I never heard back when I emailed to follow up. I never got Patrick’s direct extension, so I called the main line but I was always given the runaround and put on hold. I got the message.
There was one time, about a year and a half later, when I was working at the Rite Aid in Beverly Hills and I bumped into Patrick again. I rounded an aisle with two baskets full of go-backs and we almost ran into each other. He was in a hurry. His eyes glanced down at me and there was a flicker of recognition, but he didn’t linger in case I initiated a conversation.

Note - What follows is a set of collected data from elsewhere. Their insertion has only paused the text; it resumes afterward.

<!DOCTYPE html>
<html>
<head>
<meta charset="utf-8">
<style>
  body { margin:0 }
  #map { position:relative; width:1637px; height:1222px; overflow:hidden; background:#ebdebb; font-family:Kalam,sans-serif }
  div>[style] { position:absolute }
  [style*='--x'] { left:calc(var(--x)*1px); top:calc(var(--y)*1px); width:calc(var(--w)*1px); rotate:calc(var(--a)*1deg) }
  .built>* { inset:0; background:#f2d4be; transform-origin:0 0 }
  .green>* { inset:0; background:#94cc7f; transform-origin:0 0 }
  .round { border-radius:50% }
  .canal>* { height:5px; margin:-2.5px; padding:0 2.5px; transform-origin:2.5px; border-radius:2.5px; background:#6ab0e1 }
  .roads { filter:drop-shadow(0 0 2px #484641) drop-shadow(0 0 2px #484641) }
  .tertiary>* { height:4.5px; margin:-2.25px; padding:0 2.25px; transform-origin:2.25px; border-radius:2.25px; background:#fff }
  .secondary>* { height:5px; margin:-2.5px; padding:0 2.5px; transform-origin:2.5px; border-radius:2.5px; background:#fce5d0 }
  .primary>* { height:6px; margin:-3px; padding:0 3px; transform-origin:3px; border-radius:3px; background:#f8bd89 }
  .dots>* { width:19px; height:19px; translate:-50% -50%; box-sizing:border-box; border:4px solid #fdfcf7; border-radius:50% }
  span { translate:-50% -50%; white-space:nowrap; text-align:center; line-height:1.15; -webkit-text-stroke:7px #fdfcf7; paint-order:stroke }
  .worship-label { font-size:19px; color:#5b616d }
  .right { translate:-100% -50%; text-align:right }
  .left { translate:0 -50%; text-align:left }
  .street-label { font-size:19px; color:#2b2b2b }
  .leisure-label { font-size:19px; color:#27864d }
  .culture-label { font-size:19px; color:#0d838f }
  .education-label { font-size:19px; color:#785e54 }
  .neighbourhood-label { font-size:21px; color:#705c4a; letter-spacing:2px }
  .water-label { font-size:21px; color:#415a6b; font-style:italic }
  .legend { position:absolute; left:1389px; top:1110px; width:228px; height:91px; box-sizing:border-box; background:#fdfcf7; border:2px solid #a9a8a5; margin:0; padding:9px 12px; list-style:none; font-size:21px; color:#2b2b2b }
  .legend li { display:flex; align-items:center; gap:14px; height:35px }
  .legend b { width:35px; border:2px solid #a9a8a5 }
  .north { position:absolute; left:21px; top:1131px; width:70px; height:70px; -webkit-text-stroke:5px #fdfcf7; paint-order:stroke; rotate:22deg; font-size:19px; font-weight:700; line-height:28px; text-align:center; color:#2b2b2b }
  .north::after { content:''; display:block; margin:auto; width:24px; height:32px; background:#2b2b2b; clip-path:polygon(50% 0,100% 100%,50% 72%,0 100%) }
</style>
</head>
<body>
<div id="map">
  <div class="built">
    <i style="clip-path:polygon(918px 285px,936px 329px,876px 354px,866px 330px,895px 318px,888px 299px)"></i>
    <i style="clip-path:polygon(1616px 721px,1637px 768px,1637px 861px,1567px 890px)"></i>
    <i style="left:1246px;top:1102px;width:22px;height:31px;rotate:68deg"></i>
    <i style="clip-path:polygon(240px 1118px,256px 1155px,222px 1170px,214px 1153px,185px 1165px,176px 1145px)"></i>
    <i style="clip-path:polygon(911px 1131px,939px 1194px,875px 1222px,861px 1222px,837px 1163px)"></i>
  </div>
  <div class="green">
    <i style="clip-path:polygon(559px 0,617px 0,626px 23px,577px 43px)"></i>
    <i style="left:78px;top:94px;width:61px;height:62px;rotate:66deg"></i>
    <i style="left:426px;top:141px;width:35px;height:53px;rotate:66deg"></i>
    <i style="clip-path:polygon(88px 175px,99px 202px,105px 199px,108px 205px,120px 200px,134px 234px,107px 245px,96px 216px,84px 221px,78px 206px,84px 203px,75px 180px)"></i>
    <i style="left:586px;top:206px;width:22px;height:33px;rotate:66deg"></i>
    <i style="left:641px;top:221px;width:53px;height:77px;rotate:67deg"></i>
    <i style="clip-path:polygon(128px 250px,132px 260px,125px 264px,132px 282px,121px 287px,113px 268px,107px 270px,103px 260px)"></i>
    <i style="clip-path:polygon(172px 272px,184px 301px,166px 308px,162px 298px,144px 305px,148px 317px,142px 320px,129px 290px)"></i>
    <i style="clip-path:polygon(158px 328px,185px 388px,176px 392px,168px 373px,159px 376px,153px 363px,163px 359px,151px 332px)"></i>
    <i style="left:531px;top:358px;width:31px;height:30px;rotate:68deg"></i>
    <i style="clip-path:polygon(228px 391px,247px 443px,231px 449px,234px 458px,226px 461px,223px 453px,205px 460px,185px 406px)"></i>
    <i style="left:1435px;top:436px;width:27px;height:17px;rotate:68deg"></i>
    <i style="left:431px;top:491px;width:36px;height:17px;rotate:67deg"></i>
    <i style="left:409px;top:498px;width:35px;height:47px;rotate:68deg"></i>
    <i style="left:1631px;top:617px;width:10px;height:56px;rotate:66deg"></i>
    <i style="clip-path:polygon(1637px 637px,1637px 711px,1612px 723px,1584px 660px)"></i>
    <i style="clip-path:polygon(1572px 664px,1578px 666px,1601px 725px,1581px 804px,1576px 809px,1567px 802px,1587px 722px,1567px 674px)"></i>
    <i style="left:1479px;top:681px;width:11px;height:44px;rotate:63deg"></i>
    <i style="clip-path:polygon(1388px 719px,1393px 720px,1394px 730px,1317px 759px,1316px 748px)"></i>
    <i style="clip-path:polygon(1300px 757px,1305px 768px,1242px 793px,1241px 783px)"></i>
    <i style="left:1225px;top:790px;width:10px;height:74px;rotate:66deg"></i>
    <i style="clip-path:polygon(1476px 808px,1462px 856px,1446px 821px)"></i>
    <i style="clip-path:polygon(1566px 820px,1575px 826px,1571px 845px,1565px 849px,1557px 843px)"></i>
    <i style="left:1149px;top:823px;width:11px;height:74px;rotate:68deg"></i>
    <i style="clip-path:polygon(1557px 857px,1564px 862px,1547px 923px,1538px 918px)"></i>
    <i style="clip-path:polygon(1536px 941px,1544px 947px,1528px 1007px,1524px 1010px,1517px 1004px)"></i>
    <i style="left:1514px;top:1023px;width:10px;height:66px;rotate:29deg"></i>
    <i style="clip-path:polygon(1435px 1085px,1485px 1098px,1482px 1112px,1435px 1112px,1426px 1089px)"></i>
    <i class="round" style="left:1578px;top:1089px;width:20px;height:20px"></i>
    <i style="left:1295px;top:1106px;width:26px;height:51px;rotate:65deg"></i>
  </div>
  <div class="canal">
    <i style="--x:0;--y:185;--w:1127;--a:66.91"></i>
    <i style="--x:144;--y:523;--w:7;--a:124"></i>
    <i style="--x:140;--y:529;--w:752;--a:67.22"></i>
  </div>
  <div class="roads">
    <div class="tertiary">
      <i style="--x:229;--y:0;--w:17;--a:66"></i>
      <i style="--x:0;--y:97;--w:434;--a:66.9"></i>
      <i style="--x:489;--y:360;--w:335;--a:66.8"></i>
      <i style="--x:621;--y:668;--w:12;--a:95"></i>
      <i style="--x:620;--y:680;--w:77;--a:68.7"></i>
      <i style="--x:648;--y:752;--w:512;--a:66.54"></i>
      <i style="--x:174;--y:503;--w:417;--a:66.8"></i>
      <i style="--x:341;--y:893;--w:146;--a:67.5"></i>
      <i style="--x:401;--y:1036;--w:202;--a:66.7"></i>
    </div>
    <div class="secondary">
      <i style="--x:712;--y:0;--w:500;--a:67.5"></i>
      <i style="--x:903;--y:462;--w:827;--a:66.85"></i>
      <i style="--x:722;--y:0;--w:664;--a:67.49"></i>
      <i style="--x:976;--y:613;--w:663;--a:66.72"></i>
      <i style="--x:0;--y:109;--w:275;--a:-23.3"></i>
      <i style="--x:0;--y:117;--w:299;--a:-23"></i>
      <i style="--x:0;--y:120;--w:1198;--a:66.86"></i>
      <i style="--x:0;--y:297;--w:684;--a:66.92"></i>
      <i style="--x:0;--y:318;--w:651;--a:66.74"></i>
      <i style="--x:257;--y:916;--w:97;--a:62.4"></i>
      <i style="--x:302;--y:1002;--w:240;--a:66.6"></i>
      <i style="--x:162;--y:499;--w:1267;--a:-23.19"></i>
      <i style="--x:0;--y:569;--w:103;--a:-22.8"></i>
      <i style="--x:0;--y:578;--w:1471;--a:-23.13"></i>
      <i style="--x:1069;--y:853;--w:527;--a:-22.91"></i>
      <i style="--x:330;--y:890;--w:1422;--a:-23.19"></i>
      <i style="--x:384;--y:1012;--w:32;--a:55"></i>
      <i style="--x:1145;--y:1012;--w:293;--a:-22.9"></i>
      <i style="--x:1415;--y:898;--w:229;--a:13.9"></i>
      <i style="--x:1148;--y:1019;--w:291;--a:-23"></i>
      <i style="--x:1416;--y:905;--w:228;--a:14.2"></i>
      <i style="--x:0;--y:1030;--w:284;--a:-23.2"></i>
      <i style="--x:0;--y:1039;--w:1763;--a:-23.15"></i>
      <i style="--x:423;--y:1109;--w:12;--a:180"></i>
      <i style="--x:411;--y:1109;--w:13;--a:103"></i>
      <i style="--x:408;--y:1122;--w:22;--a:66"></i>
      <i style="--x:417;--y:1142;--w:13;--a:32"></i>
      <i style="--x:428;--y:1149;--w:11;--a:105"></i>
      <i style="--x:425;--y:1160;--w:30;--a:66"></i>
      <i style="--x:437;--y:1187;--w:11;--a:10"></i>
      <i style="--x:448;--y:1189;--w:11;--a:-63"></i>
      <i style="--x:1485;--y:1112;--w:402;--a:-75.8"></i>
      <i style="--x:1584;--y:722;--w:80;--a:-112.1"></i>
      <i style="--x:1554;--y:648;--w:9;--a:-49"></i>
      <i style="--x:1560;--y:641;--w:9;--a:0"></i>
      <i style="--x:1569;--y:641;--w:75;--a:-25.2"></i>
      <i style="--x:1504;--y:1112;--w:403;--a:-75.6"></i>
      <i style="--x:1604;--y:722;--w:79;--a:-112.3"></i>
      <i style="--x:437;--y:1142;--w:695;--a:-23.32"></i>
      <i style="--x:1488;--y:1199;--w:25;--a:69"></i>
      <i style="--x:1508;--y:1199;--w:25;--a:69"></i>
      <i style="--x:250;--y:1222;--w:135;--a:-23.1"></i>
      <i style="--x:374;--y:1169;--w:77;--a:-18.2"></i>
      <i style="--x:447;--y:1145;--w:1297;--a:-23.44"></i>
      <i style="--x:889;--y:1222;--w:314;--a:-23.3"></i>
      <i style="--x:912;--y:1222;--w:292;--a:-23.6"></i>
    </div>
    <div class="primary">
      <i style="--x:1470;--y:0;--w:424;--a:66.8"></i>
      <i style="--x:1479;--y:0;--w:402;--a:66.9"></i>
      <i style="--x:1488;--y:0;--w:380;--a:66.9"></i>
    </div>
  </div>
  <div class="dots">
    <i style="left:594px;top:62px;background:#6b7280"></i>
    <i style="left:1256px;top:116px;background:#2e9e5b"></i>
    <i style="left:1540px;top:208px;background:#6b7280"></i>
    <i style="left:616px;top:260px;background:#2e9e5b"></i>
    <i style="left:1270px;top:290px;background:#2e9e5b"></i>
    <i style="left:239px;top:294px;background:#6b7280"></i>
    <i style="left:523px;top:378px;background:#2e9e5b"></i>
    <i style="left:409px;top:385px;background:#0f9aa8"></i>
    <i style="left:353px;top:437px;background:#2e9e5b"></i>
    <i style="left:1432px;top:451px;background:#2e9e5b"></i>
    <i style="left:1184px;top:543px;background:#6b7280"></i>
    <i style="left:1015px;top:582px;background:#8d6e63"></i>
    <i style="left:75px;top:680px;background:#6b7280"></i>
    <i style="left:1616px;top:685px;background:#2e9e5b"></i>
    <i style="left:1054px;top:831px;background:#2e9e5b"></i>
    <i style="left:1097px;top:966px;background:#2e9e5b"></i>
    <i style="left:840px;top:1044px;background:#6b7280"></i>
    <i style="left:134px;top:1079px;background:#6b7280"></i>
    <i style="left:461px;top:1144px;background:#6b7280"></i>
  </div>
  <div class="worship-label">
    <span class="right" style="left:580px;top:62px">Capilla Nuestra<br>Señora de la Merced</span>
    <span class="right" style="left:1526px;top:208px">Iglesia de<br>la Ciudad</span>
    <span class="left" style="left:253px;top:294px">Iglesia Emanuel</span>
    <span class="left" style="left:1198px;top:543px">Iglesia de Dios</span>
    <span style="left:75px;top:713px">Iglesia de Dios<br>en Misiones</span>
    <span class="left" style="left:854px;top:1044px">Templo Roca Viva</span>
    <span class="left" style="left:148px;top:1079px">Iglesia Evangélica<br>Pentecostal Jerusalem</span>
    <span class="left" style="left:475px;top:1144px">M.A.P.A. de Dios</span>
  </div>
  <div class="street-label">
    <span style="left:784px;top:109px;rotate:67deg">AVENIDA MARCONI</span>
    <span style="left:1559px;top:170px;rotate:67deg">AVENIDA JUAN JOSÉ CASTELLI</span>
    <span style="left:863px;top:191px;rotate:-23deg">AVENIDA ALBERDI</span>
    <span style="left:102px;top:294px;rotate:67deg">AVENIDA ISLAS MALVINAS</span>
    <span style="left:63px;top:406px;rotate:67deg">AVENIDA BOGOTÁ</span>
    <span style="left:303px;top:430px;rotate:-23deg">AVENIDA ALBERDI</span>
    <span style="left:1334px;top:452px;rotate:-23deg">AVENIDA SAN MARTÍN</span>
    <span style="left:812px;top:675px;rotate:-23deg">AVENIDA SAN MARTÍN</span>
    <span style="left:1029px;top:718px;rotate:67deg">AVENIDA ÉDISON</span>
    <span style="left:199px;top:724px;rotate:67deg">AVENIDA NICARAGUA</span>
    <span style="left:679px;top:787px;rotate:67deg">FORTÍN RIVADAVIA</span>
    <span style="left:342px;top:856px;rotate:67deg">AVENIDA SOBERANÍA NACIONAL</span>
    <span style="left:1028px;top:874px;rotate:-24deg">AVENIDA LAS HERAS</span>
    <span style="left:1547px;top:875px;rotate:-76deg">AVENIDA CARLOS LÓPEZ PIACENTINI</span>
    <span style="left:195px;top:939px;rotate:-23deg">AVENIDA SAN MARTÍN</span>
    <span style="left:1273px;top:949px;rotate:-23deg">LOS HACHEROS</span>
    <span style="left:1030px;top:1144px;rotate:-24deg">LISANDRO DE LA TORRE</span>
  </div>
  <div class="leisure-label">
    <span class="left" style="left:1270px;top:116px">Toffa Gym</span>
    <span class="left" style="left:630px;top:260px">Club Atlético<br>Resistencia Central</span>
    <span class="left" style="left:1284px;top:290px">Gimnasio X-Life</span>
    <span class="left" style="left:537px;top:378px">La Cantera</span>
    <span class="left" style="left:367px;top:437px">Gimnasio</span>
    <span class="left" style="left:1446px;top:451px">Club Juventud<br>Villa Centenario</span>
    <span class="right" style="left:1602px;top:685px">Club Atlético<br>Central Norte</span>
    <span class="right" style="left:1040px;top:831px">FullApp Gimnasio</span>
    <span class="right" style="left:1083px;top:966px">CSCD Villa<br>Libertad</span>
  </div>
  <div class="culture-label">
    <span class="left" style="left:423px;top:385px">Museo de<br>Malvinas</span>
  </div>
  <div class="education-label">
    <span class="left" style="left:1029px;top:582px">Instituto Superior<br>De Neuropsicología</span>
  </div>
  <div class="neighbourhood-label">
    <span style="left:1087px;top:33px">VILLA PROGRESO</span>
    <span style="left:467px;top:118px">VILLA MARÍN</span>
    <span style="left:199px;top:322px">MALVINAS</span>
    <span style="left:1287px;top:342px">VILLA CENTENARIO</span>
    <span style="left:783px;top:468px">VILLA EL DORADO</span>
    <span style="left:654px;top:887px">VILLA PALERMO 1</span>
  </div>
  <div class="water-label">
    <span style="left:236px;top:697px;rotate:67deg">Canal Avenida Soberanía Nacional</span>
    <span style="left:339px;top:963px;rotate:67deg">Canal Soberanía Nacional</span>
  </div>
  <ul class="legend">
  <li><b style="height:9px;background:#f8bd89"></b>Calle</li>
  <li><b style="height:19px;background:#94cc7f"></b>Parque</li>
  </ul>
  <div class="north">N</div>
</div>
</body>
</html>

I wanted to say so much to him but couldn’t find the words. Despite my aspirations to be a writer, there were times like this my lips didn’t know how to deliver a coherent thought. So I remained silent. Patrick walked right by me and probably never thought of me again.
Feelings of anger rose, all these emotions I’d buried long ago, and threatened to ruin my day. So I just took a deep breath and got back to work. No time to dwell on the past. Keep moving forward.